It follows from this deflection of BTTPs that if the two
particles are to collide in a gravitational field then the
BTTP would be, after its deflection, arriving at the collision at a
slight angle to the direction in which the piece of matter is moving
forward through time. Since the deflection of the BTTP is proportional
to the mass of the other nearby matter, and inversely proportional to its
distance, the larger the gravitational field the piece of matter is in, the
larger the angle of approach of the BTTP will be at the point of collision.
When this non-straight-on collision occurs, though, the net velocity of the particles after colliding cannot be zero, as is
required for them to become EMR in the Universal Energy Field. What could
happen, though, and this theory predicts does happen, is that some of the
particles remain as matter and carry away the net kinetic energy, and others
effectively collide head on and become a part of the Universal Energy Field.
Let’s consider a case where a collision, when straight on, would involve 100
BPs directly colliding with 100 BTTPs, producing a photon of EMR with energy
Es. If the collision were at a slight angle, such that one percent of the total
energy needed to be carried off as kinetic energy, then one BP and one BTTP
could carry off this energy as kinetic energy, leaving 99 BPs to
collide head on with 99 BTTPs and make the quantum jump to the Energy Field.

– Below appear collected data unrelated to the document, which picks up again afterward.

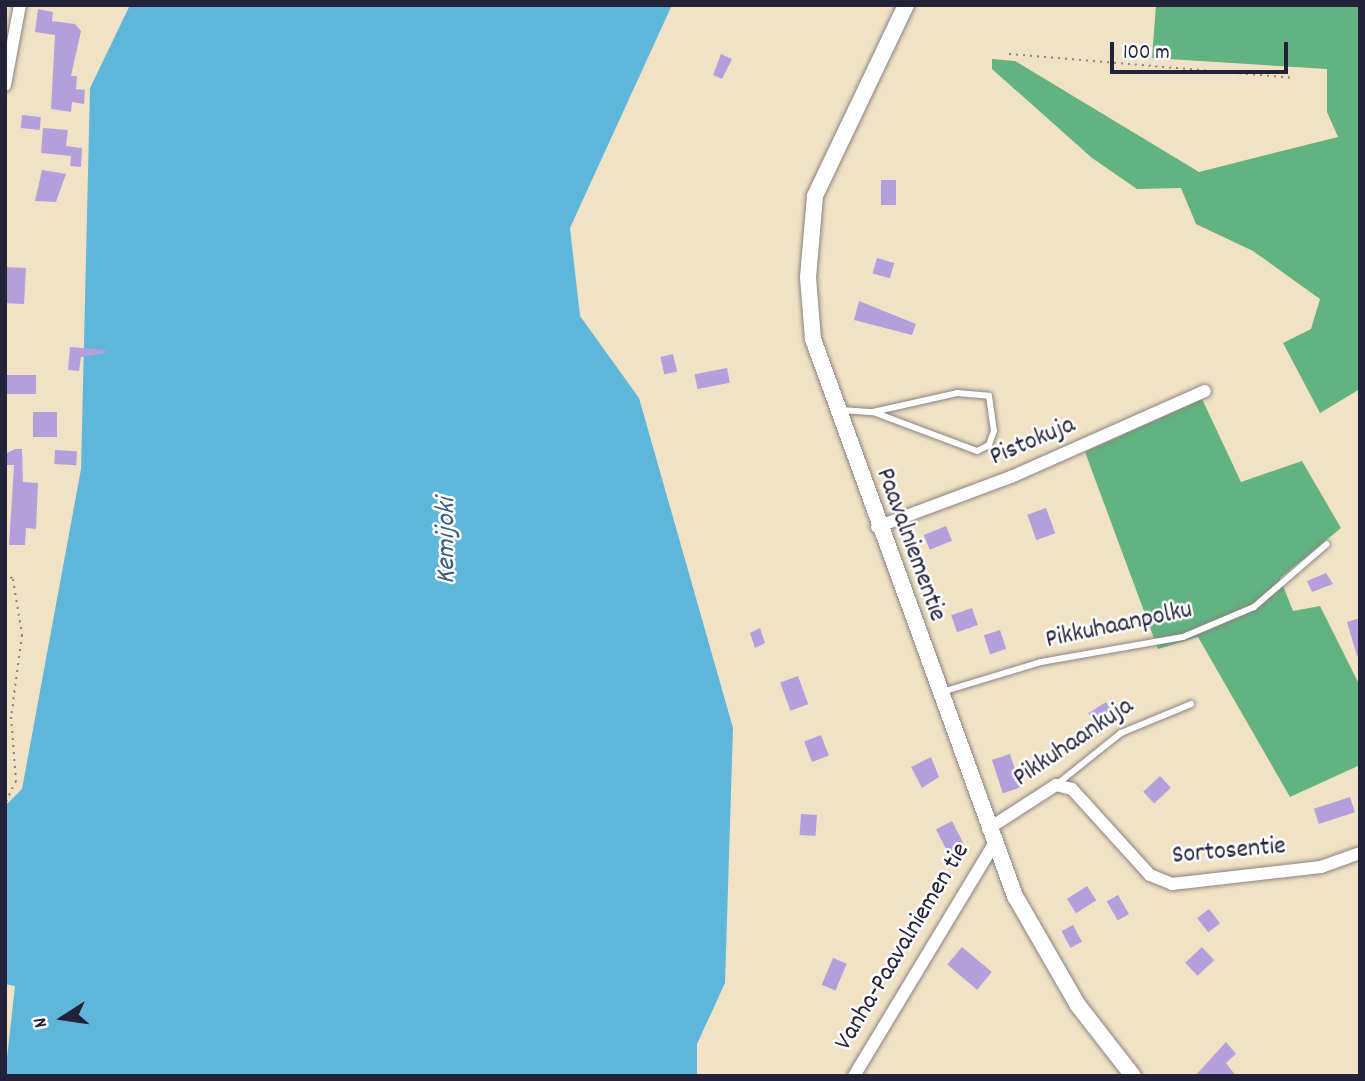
<!DOCTYPE html>
<html>
<head>
<meta charset="utf-8">
<style>
	body { margin:0 }
	#map { position:relative; width:1365px; height:1081px; overflow:hidden; background:#f1e2c5; font-family:Dekko,sans-serif }
	div>[style] { position:absolute }
	[style*='--x'] { left:calc(var(--x)*1px); top:calc(var(--y)*1px); width:calc(var(--w)*1px); rotate:calc(var(--a)*1deg) }
	.forest>* { inset:0; background:#62b37f }
	.water>* { inset:0; background:#5eb6db }
	.building>* { inset:0; background:#b49fdc; transform-origin:0 0 }
	.path>* { height:2px; margin-top:-1px; transform-origin:0; background:repeating-linear-gradient(90deg,#8a8280 0 2px,transparent 0 7px) }
	.roads { filter:drop-shadow(0 0 2px #8a8280) drop-shadow(0 0 2px #8a8280) }
	.service>* { height:6px; margin:-3px; padding:0 3px; transform-origin:3px; border-radius:3px; background:#fff }
	.minor>* { height:12px; margin:-6px; padding:0 6px; transform-origin:6px; border-radius:6px; background:#fff }
	.tertiary>* { height:16px; margin:-8px; padding:0 8px; transform-origin:8px; border-radius:8px; background:#fff }
	span { translate:-50% -50%; white-space:nowrap; text-align:center; line-height:1.15; -webkit-text-stroke:5px #fff; paint-order:stroke }
	.street-label { font-size:26px; color:#22223b }
	.water-label { font-size:28px; color:#3a5d7b; font-style:italic }
	.frame { position:absolute; inset:0; border:7px solid #22223b; pointer-events:none }
	.north { position:absolute; left:28px; top:983px; width:70px; height:70px; -webkit-text-stroke:5px #fff; paint-order:stroke; rotate:258deg; font-size:19px; font-weight:700; line-height:28px; text-align:center; color:#22223b }
	.north::after { content:''; display:block; margin:auto; width:24px; height:32px; background:#22223b; clip-path:polygon(50% 0,100% 100%,50% 72%,0 100%) }
	.scale { position:absolute; left:1110px; top:42px; width:178px; height:32px; box-sizing:border-box; border:4px solid #22223b; border-top:0; padding-left:9px; font-size:21px; line-height:24px; white-space:nowrap; color:#22223b; -webkit-text-stroke:5px #fff; paint-order:stroke }
</style>
</head>
<body>
<div id="map">
	<div class="forest">
		<i style="clip-path:polygon(1156px 5px,1360px 5px,1360px 389px,1320px 413px,1283px 343px,1311px 329px,1320px 299px,1253px 251px,1196px 224px,1181px 188px,1137px 189px,1092px 158px,992px 69px,992px 59px,1015px 61px,1199px 172px,1338px 137px,1327px 112px,1327px 69px,1152px 58px)"></i>
		<i style="clip-path:polygon(1202px 399px,1241px 482px,1302px 461px,1341px 528px,1280px 578px,1293px 611px,1320px 606px,1360px 686px,1360px 765px,1290px 797px,1198px 637px,1158px 649px,1085px 452px)"></i>
	</div>
	<div class="water">
		<i style="clip-path:polygon(130px 5px,672px 5px,570px 228px,580px 316px,639px 398px,733px 728px,725px 983px,697px 1044px,697px 1076px,5px 1076px,15px 986px,5px 984px,5px 806px,22px 789px,81px 469px,90px 88px)"></i>
	</div>
	<div class="building">
		<i style="clip-path:polygon(38px 9px,53px 12px,52px 21px,75px 24px,81px 31px,71px 76px,77px 76px,76px 89px,85px 90px,84px 104px,72px 102px,71px 112px,51px 109px,55px 35px,35px 32px)"></i>
		<i style="clip-path:polygon(721px 54px,732px 59px,722px 79px,713px 75px)"></i>
		<i style="left:22px;top:115px;width:19px;height:13px;rotate:6deg"></i>
		<i style="clip-path:polygon(43px 128px,68px 130px,66px 146px,82px 148px,81px 167px,70px 166px,71px 156px,41px 153px)"></i>
		<i style="clip-path:polygon(42px 170px,66px 174px,56px 202px,35px 201px)"></i>
		<i style="left:881px;top:180px;width:15px;height:25px"></i>
		<i style="left:877px;top:258px;width:18px;height:16px;rotate:16deg"></i>
		<i style="left:5px;top:267px;width:21px;height:36px;rotate:3deg"></i>
		<i style="clip-path:polygon(859px 301px,916px 324px,912px 335px,854px 320px)"></i>
		<i style="clip-path:polygon(70px 347px,105px 350px,105px 353px,81px 357px,79px 371px,68px 370px)"></i>
		<i style="left:673px;top:354px;width:18px;height:13px;rotate:77deg"></i>
		<i style="left:727px;top:368px;width:15px;height:33px;rotate:79deg"></i>
		<i style="left:5px;top:375px;width:31px;height:19px"></i>
		<i style="left:33px;top:412px;width:24px;height:25px"></i>
		<i style="clip-path:polygon(15px 449px,22px 449px,23px 482px,38px 483px,36px 529px,26px 528px,25px 545px,9px 545px,14px 465px,5px 465px,5px 454px)"></i>
		<i style="left:55px;top:450px;width:22px;height:14px;rotate:3deg"></i>
		<i style="left:1046px;top:508px;width:27px;height:20px;rotate:70deg"></i>
		<i style="left:946px;top:526px;width:16px;height:24px;rotate:68deg"></i>
		<i style="clip-path:polygon(1326px 573px,1333px 584px,1312px 592px,1307px 581px)"></i>
		<i style="left:972px;top:608px;width:18px;height:22px;rotate:71deg"></i>
		<i style="clip-path:polygon(1360px 618px,1360px 655px,1357px 656px,1347px 622px)"></i>
		<i style="clip-path:polygon(760px 628px,765px 643px,755px 648px,750px 633px)"></i>
		<i style="left:1000px;top:630px;width:20px;height:17px;rotate:72deg"></i>
		<i style="left:798px;top:676px;width:30px;height:19px;rotate:70deg"></i>
		<i style="left:1106px;top:702px;width:13px;height:21px;rotate:58deg"></i>
		<i style="left:821px;top:735px;width:22px;height:18px;rotate:69deg"></i>
		<i style="left:1010px;top:754px;width:35px;height:19px;rotate:72deg"></i>
		<i style="clip-path:polygon(931px 757px,939px 777px,922px 788px,911px 767px)"></i>
		<i style="left:1160px;top:776px;width:16px;height:23px;rotate:47deg"></i>
		<i style="left:1350px;top:797px;width:16px;height:38px;rotate:72deg"></i>
		<i style="left:801px;top:814px;width:16px;height:21px;rotate:4deg"></i>
		<i style="left:952px;top:821px;width:27px;height:18px;rotate:63deg"></i>
		<i style="left:1087px;top:886px;width:17px;height:24px;rotate:57deg"></i>
		<i style="left:1118px;top:895px;width:22px;height:13px;rotate:60deg"></i>
		<i style="left:1209px;top:909px;width:18px;height:15px;rotate:52deg"></i>
		<i style="left:1073px;top:925px;width:19px;height:13px;rotate:62deg"></i>
		<i style="left:962px;top:947px;width:39px;height:23px;rotate:40deg"></i>
		<i style="left:1202px;top:947px;width:18px;height:23px;rotate:47deg"></i>
		<i style="left:833px;top:958px;width:15px;height:29px;rotate:23deg"></i>
		<i style="clip-path:polygon(1226px 1042px,1236px 1054px,1226px 1063px,1236px 1076px,1195px 1076px)"></i>
	</div>
	<div class="path">
		<i style="--x:1009;--y:54;--w:285;--a:4.8"></i>
		<i style="--x:5;--y:573;--w:10;--a:37"></i>
		<i style="--x:13;--y:579;--w:57;--a:80.9"></i>
		<i style="--x:22;--y:635;--w:83;--a:97.6"></i>
		<i style="--x:11;--y:717;--w:64;--a:85.5"></i>
		<i style="--x:16;--y:781;--w:25;--a:116"></i>
	</div>
	<div class="roads">
		<div class="service">
			<i style="--x:841;--y:410;--w:32;--a:4"></i>
			<i style="--x:873;--y:412;--w:86;--a:-12.7"></i>
			<i style="--x:957;--y:393;--w:32;--a:5"></i>
			<i style="--x:989;--y:396;--w:35;--a:82"></i>
			<i style="--x:994;--y:431;--w:15;--a:110"></i>
			<i style="--x:989;--y:445;--w:13;--a:153"></i>
			<i style="--x:977;--y:451;--w:111;--a:-159.4"></i>
			<i style="--x:942;--y:692;--w:103;--a:-16.9"></i>
			<i style="--x:1041;--y:662;--w:144;--a:-10"></i>
			<i style="--x:1183;--y:637;--w:77;--a:-22.9"></i>
			<i style="--x:1254;--y:607;--w:96;--a:-40.8"></i>
			<i style="--x:1056;--y:785;--w:83;--a:-38.7"></i>
			<i style="--x:1121;--y:733;--w:76;--a:-22.5"></i>
		</div>
		<div class="minor">
			<i style="--x:5;--y:85;--w:81;--a:-79.4"></i>
			<i style="--x:877;--y:527;--w:143;--a:-20.5"></i>
			<i style="--x:1011;--y:477;--w:212;--a:-23.9"></i>
			<i style="--x:988;--y:829;--w:81;--a:-32.9"></i>
			<i style="--x:1056;--y:785;--w:16;--a:14"></i>
			<i style="--x:1072;--y:789;--w:116;--a:47.8"></i>
			<i style="--x:1150;--y:875;--w:24;--a:22"></i>
			<i style="--x:1172;--y:884;--w:150;--a:-6.5"></i>
			<i style="--x:1321;--y:867;--w:41;--a:-19.7"></i>
			<i style="--x:854;--y:1076;--w:271;--a:-58.9"></i>
		</div>
		<div class="tertiary">
			<i style="--x:906;--y:5;--w:212;--a:115.5"></i>
			<i style="--x:815;--y:196;--w:81;--a:94.9"></i>
			<i style="--x:808;--y:277;--w:62;--a:85.4"></i>
			<i style="--x:813;--y:339;--w:592;--a:70.07"></i>
			<i style="--x:1015;--y:896;--w:125;--a:60.1"></i>
			<i style="--x:1077;--y:1004;--w:91;--a:52.1"></i>
		</div>
	</div>
	<div class="street-label">
		<span style="left:1033px;top:442px;rotate:-23deg">Pistokuja</span>
		<span style="left:910px;top:545px;rotate:70deg">Paavalniementie</span>
		<span style="left:1119px;top:626px;rotate:-12deg">Pikkuhaanpolku</span>
		<span style="left:1074px;top:743px;rotate:-34deg">Pikkuhaankuja</span>
		<span style="left:1229px;top:852px;rotate:-5deg">Sortosentie</span>
		<span style="left:903px;top:947px;rotate:-59deg">Vanha-Paavalniemen tie</span>
	</div>
	<div class="water-label">
		<span style="left:448px;top:541px;rotate:-90deg">Kemijoki</span>
	</div>
	<div class="frame"></div>
	<div class="north">N</div>
	<div class="scale">100 m</div>
</div>
</body>
</html>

The quantum of EMR produced would then have 99/100 as much energy as
Es. Its energy, Ea, would be: Ea = 0.99Es. Since the energy carried by EMR is
proportional to its frequency, fa = 0.99fs. In other
words, in this gravitational field, there would be a 1% red shift in
radiation emitted, and this 1% of lost energy would be carried away by the particles
as kinetic energy, half in our Universe by the piece of matter containing the
BP and half by the BTTP in the backward through time domain it
occupies. This can be illustrated as follows:
The reverse situation, with the same red shift result,
occurs when photons are absorbed (creating absorption spectra lines) in a
gravitational field. Since the BTTPs and the BPs matter that
are created need to end up traveling in exactly opposite directions through
time to satisfy the conservation of momentum, but the gravity of the sun will
deflect the BTTP, the particles have to launch off at an angle to each other
rather than in directly opposite directions. This is achieved with the help of
an incoming particle (perhaps attracted by the gravitational field) which imparts the
required KE and mass to the particles (say 1%), so a photon of only 99% the
energy normally required need be absorbed. This creates a red-shifted absorption
line in the spectrum.
Note from Figure 9 that the velocity of the piece of matter
carrying away the KE, when a red-shifted photon is created, is always
away from the center of mass causing the gravitational field, rather than toward it, though it may or may not be directly away from it, depending on exactly where the collision takes place with respect to the mass causing the gravitational field. It is also clear
that these pieces of matter could be carrying substantial amounts of kinetic
energy (KE), as they could be traveling at very high speeds. If the piece of matter
consists of just the “basic particle” that carried away this energy, then it
would be traveling at the speed of light, and have kinetic energy
E = ½mbc².
If a piece of matter, such as a proton, collides with a backward through time particle of the same mass at the surface of the sun, producing slightly red-shifted photons of light and other EMR, then the net energy lost in the red-shift is carried off as kinetic energy by another nearby particle, most likely to be the same type of particle, in this case a proton. Since the red shift at the surface of the Sun is Z = 2.12239 x 10-6, and energy is proportional to frequency, then the total energy lost as kinetic energy in the forward through time domain is Z x ½mc2. Since it is carried away by a particle close to the same mass as the one brought to rest by the collision, and its energy is Z times as high, it will be traveling much more slowly, and its speed can be calculated by equating the energies:
½mwv2 = Z x ½mcc2
where mc = the mass of the colliding particle(s) and mw is the mass of the solar wind particle. So,
v2 = Zc2mc/mw
v = cZ½(mc/mw)½